Lost, her bearings off and wobbly, her instincts are not functioning. Horrific crimes are committed; not everyone survives. Found not guilty by virtue of temporary insanity, she is sent to a psychiatric prison for women. There she is caught between the kind, serene Freudian analyst, Dr. Haddad, and the head of the institute, the manic, megalomaniacal Dr. du Chevre, who offers her the Faustian contract; be the subject for his secretive, odd research, and he will get her out of prison earlier. Dominique has to navigate her way out of this maze of institutional insanity.

 

The virtual book tour for Ransom’s Voice begins this week. Read more here about the book tour, as well as a Q & A with Dvorkin.

 

Read an excerpt from Ransom’s Voice:

Just the simple act of getting this urine-drenched, traumatized child into a department store was harrowing. People stared. Dom­inique’s head was pounding. She just wanted to escape this night­mare. Cain was too numb to be aware of anything.

Inside the changing room, Dominique did her best to clean Cain with a box of Kleenex the kind saleslady had supplied. Then, they appeared like a new couple—he looking surprisingly dapper in the chic clothes that Dominique had hurriedly chosen for him.
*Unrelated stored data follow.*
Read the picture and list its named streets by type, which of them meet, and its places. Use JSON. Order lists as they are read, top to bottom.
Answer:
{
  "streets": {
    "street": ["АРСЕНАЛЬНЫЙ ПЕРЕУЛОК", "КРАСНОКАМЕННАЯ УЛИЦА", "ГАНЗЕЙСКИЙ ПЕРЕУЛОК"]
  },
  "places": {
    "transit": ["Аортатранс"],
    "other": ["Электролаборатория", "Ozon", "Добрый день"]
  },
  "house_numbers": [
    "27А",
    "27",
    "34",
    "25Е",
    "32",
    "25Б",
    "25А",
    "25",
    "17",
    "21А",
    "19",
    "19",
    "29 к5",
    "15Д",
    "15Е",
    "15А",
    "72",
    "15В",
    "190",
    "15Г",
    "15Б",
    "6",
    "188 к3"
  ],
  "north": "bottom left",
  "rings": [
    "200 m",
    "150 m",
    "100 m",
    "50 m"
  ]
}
Dominique nervously looked at her watch as she opened the back door of her car to let Cain climb up into his seat. How long had they been away? She could feel the anxiety and anger that Edwin and Suzie were ramping up as they waited for her to bring Cain home.

“Please get in, Cain. We’ve really got to go.”

Cain stood outside the car. “Dominique?”

“What is it?”

“I have something to tell you.”

“Please, Cain, you can tell me inside the car. Get in. Now.”

Cain stood there, unmoving, and, slowly, without making any eye contact with her, took her hand. “Dominique? I want to marry you.” Then, he looked up at her stunned silent face. “Did you hear me? I said I want to marry you!”

Her pain vanished. Someone wanted her—even if he were only five years old. Someone wanted her. Dominique kneeled down, their faces now on the same level.

“Sweetheart,” she began softly, “That’s—that just cannot happen.”

“Why not?”

“Cain. I’m a grownup. And you’re a . . . You know, you’re still a young boy. So even if . . . I mean, you’re too young right now to marry anyone! So by the time you’re all grown up and ready to get married, I’m going to be . . . way too old. You’ll want to marry some beautiful woman who is your own age, right? That’s how it works. So. Thank you for that very sweet offer, but really we absolutely have to get going now. OK?”

Her pain vanished. Someone wanted her—even if he were only five years old. –from Ransom’s Voice by Gary Dvorkin

“Dominique, I don’t think you understand!”

“What don’t I understand?”

“You’re . . . you’re . . . her! You are the her! Please! I beg you! Wait for me! I promise I’ll wait for you! I will! Please, Dominique!”

The queue of human experience, eight billion people long, makes its way across the planet. On one extreme, the unbearably sad story of the first person in that line, the person on this earth who has suffered the most, is incomprehensible. The mind recoils, turns away. To truly comprehend their story would risk hearing the irrevocable “snap” of one’s own sanity.

At the exact opposite end of the eight-billion-person line is the happiest, the luckiest person on the Planet Earth. The eyeballs can open and close over and over again to try and take in this polar-op­posite reality. Equally, an impossible task.

Lost in the middle, where it swerves from misery into daily un­happiness, is the woman walking away from a proposal of marriage, knowing she will never receive a better offer.

This was now Dominique. She was stunned to find her heart breaking. It felt evacuated, pitted, and hollow. She whispered to Cain, “Please. Get into the car.”